I need to do some housekeeping to NNW — presently, I sort by feed source, and just fly through/ignore about half the feeds (especially the ones with frequent updates). It seems the more frequent the update, the less the quality fare, though HN is an exception in this regard. Really need to set up folder buckets to bury those that I might want to read, given extra time.

I scan and can flip through titles and first few paragraphs rapidly (3 pane view).

It really is a more efficient reading experience that magnifies your news/blog coverage, but you need to refine, and dispense with the ones that don't add value or at least bury them.

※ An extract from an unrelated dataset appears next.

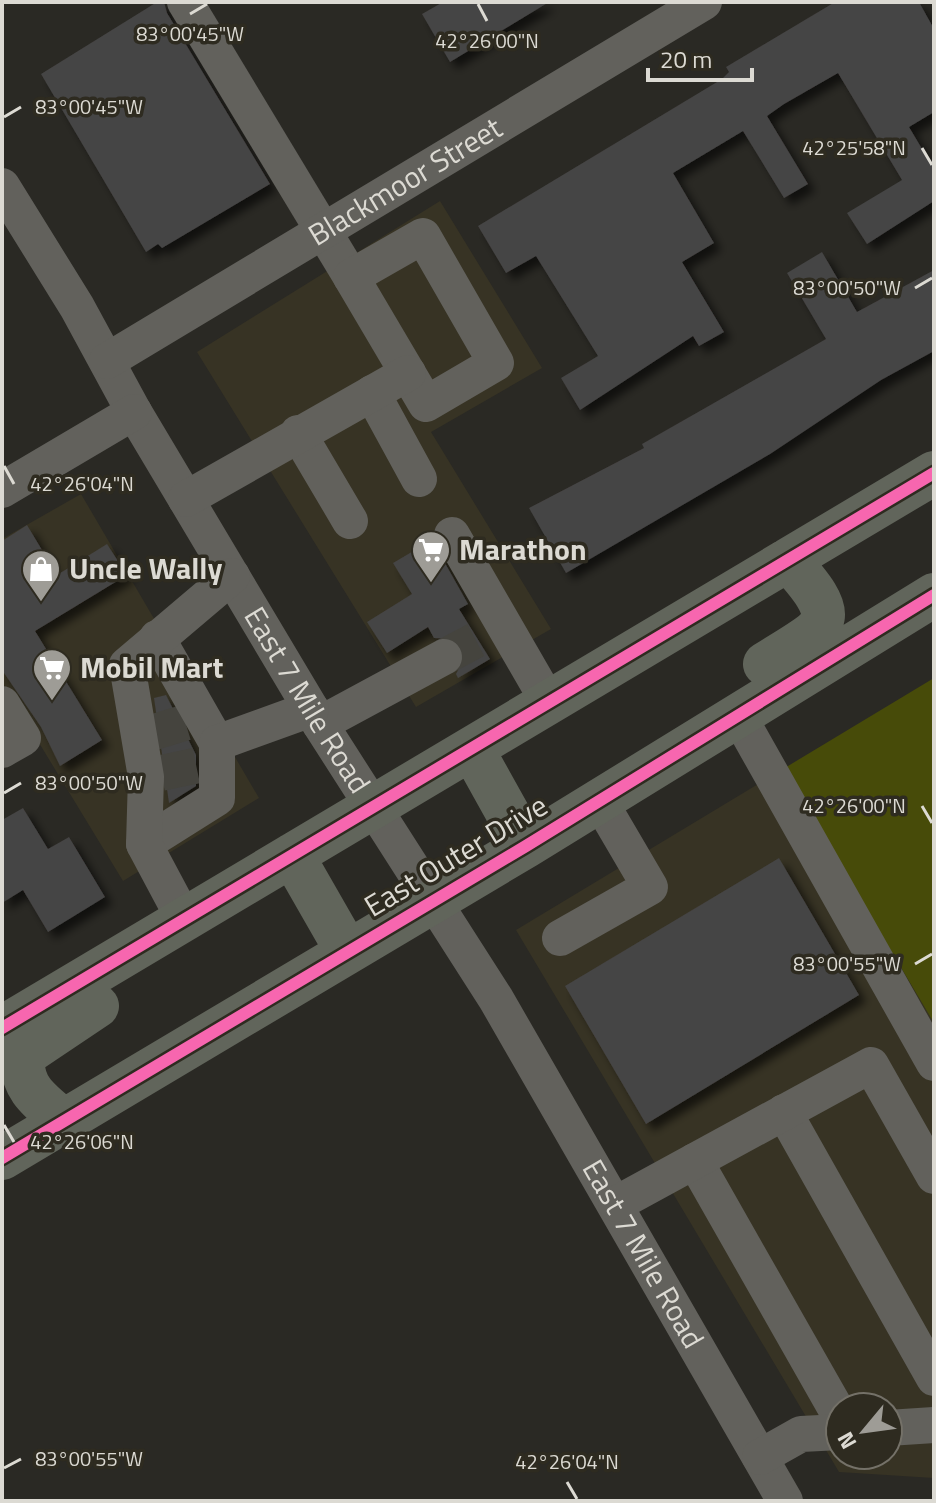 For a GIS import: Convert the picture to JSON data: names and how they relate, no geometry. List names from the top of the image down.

There is a dichotomy in reading experience via RSS vs. the Web that I will write an article about at some future point and lay out all my thoughts — lots of good stuff out there that has no RSS or content that RSS is not sufficiently capturing the content (some titles only or less than a sentence in body, or web site styling that enhances the viewership experience).

OTOH, the big benefit of RSS is getting to read without the extraneous, tarted up graphic fare in a font size/style more suited to reading text on a monitor.


Bloglines, about 150 feeds.

I use about 10 categories: must read, local, off topic, certain topic, like say Python, Javascript, etc.

It was a big problem before I started leaving unread categories for a couple of days. Now it is great. Read couple of categories on daily basis, then the other, when I have time, or sometimes mark them all as read (I hate myself for that later).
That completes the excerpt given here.